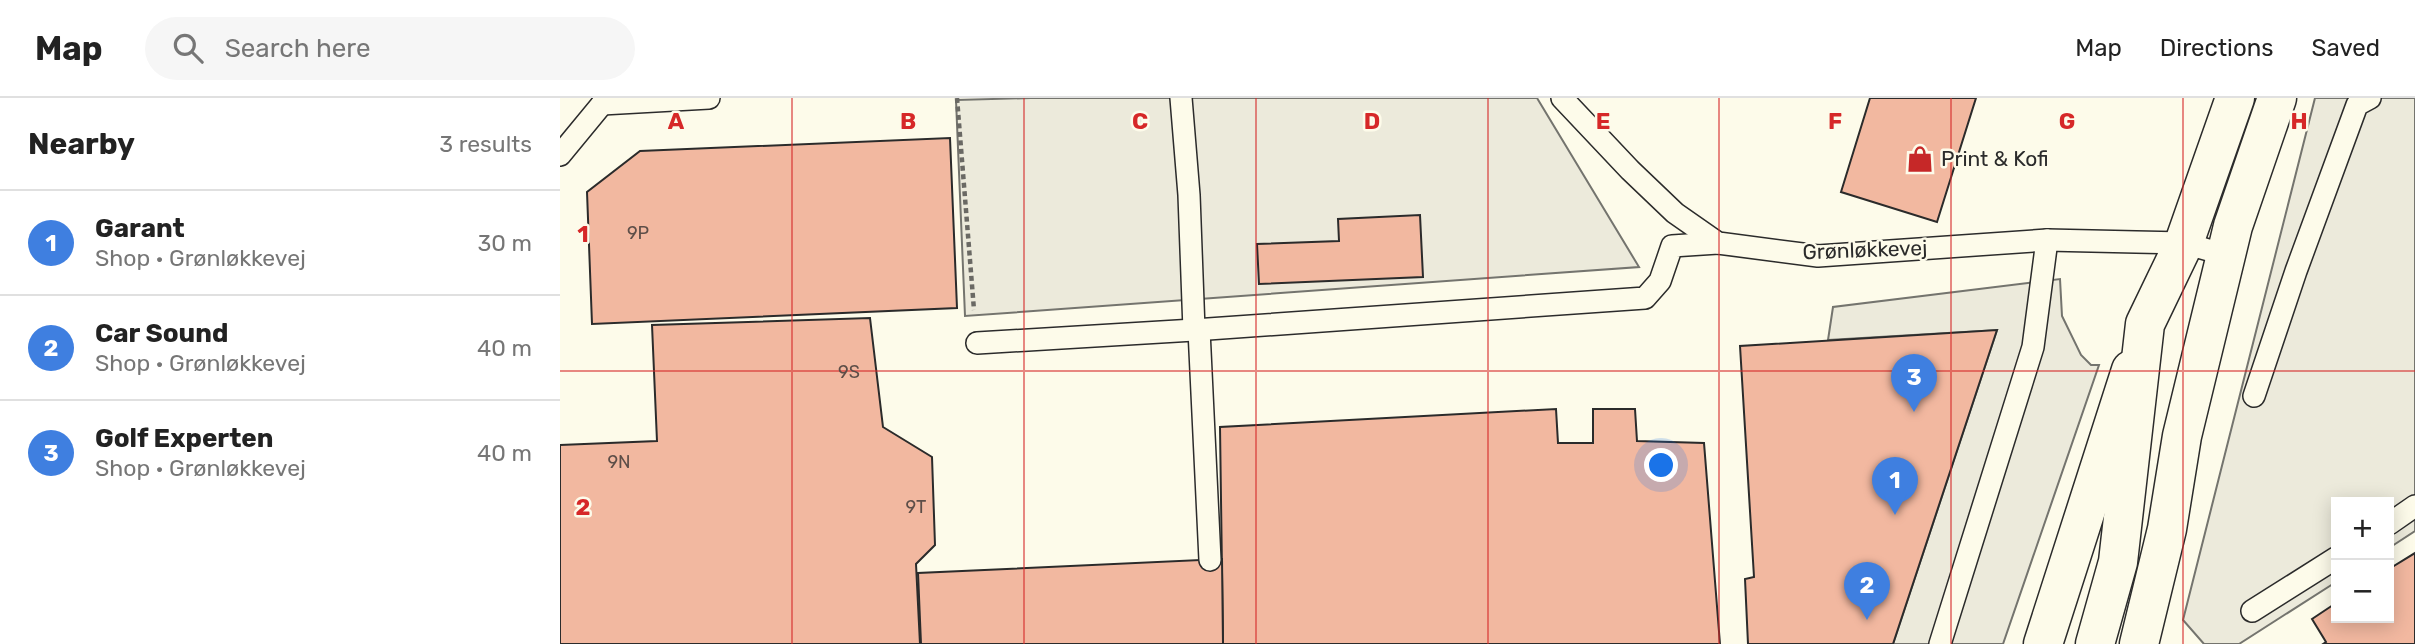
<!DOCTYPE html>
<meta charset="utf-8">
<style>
body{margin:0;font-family:Rubik,sans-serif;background:#f6f6f6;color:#222}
.controls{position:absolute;right:21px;bottom:21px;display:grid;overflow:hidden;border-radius:0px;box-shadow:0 4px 18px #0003}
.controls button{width:63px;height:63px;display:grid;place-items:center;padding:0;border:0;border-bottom:2px solid #e0e0e0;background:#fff;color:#222;font:35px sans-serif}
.you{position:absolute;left:1102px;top:368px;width:24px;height:24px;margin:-18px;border:5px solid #fff;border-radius:50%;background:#1a73e8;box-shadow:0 0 0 10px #1a73e833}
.badge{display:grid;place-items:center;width:46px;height:46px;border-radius:50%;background:#c62828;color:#fff;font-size:23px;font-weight:700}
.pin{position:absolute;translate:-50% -58px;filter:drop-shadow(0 2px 4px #0008)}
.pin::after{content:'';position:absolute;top:37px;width:24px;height:21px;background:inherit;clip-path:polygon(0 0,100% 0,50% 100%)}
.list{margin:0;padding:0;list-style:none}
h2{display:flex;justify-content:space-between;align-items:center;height:91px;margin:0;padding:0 28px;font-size:30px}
h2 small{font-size:23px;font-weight:400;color:#767676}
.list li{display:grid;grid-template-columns:46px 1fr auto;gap:21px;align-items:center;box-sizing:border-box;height:105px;padding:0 28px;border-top:2px solid #e0e0e0}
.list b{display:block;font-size:26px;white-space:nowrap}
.list p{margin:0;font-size:23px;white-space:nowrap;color:#767676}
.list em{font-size:23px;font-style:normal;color:#767676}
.icon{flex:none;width:38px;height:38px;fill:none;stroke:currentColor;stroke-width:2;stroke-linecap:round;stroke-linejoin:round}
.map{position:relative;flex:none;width:1855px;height:546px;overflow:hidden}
header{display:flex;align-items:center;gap:42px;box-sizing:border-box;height:98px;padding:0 35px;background:#fff;border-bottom:2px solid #e0e0e0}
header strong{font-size:33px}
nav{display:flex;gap:38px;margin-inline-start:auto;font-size:24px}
.search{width:490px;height:63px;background:#f6f6f6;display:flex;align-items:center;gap:18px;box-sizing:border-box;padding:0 24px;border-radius:38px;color:#767676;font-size:26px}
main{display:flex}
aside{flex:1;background:#fff}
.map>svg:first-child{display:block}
.parking{fill:#eceadb;stroke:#74746e;stroke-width:2}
.building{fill:#f2b8a0;stroke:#2b2b2b;stroke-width:2}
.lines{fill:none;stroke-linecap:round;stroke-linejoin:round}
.service-casing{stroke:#2b2b2b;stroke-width:24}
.tertiary-casing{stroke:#2b2b2b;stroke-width:41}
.secondary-casing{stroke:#2b2b2b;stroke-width:41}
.path{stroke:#6a6964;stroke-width:4.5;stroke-dasharray:5 3.5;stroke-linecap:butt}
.service{stroke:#fdfbea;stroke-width:21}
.tertiary{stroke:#fdfbea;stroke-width:38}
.secondary{stroke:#fdfbea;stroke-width:38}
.grid{fill:none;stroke:#d62828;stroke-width:2;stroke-opacity:0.55}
.labels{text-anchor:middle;stroke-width:5;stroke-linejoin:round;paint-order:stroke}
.number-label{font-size:18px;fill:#5d4e48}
.poi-label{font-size:21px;fill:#2b2b2b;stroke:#fdfbea;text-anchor:start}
.street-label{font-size:21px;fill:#2b2b2b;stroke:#fdfbea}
.grid-label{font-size:23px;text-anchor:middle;font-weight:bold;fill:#d62828;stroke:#fdfbea;stroke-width:5;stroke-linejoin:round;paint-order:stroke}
</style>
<header>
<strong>Map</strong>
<div class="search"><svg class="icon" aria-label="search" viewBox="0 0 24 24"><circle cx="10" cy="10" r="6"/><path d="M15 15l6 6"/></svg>Search here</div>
<nav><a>Map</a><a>Directions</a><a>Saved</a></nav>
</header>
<main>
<aside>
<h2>Nearby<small>3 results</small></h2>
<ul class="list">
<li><span class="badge" style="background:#3f7fe0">1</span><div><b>Garant</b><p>Shop · Grønløkkevej</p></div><em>30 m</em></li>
<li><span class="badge" style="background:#3f7fe0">2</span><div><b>Car Sound</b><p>Shop · Grønløkkevej</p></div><em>40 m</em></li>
<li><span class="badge" style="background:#3f7fe0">3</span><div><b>Golf Experten</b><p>Shop · Grønløkkevej</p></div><em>40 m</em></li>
</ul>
</aside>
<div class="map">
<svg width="1855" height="546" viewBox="0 0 1855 546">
<rect width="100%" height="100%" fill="#fdfbea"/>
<g class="parking">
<path d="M471 0H977L1079 169 405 218 396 2Z"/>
<path d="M1755 0H1855V433L1829 450V404H1776V484L1679 546H1644L1623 522Z"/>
<path d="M1500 181 1502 218 1521 257 1531 267H1539L1443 546H1333L1437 232 1268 242 1273 209Z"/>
</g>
<g class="building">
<path d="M1310 0H1416L1377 124 1281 94Z"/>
<path d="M390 40 397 210 32 226 27 94 80 53Z"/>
<path d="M860 117 863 179 699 186 697 146 779 143 778 121Z"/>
<path d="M310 220 323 329 372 359 375 447 356 466 360 546H0V347L97 343 92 227Z"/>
<path d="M1437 232 1333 546H1188L1185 481 1194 479 1180 248Z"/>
<path d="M996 311 998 345H1033V311H1075L1077 343 1144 345 1160 546H663L660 329Z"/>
<path d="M1855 455V546H1763L1766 544 1752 521 1776 505V520H1829V471Z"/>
<path d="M662 461 663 546H361L358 475Z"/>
</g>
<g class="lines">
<defs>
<g id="service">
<path d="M621 0 629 97 634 232"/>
<path d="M1002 0 1070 72 1115 115 1158 145 1258 158 1487 142 1576 144 1624 145 1666 157"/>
<path d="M42 6 149 0"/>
<path d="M0 57 42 6 51 0"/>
<path d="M639 232 650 462"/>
<path d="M417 245 634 232 1085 200 1100 183 1112 148 1158 145"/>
<path d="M1694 298 1736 173 1797 7 1810 0"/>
<path d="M1829 426 1855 408"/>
<path d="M1692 513 1776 460"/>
<path d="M1380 546 1473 249 1487 142"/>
</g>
<path id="tertiary" d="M1483 546 1571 272"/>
<g id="secondary">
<path d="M1535 546 1558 464 1585 226 1624 145 1675 0"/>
<path d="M1579 546 1607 431 1622 338 1666 157 1673 128 1717 0"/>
</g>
</defs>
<use href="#service" class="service-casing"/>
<use href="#tertiary" class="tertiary-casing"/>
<use href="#secondary" class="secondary-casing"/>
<path class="path" d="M397 0 414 212"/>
<use href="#service" class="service"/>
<use href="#tertiary" class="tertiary"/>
<use href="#secondary" class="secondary"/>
</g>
<path class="grid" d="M232 0V546M464 0V546M696 0V546M928 0V546M1159 0V546M1391 0V546M1623 0V546M0 273H1855"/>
<defs>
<symbol id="shop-bare" viewBox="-9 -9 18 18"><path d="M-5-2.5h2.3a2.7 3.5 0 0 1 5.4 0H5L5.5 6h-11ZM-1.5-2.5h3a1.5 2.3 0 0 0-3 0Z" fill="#c62828" stroke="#fdfbea" stroke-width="2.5" paint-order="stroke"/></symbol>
</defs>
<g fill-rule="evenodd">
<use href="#shop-bare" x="1341" y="42" width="38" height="38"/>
</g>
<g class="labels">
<g class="number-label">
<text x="78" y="141">9P</text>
<text x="289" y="280">9S</text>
<text x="59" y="370">9N</text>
<text x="356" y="415">9T</text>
</g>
<g class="poi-label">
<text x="1381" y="68">Print &amp; Kofi</text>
</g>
<g class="street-label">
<text transform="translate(1305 152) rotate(-2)" y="7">Grønløkkevej</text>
</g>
</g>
<g class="grid-label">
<text x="116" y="31">A</text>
<text x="348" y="31">B</text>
<text x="580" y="31">C</text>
<text x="812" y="31">D</text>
<text x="1043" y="31">E</text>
<text x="1275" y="31">F</text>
<text x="1507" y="31">G</text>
<text x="1739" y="31">H</text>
<text x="23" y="144">1</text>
<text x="23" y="417">2</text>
</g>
</svg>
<div class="controls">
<button>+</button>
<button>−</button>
</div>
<div class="you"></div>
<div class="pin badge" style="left:1335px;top:417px;background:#3f7fe0">1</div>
<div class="pin badge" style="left:1307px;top:522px;background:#3f7fe0">2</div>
<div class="pin badge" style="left:1354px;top:314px;background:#3f7fe0">3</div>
</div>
</main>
——————————
## Problem requirements
For each line in the records that holds "lines", show that line as it stands.

## Answer to the exercise
.lines{fill:none;stroke-linecap:round;stroke-linejoin:round}
<g class="lines">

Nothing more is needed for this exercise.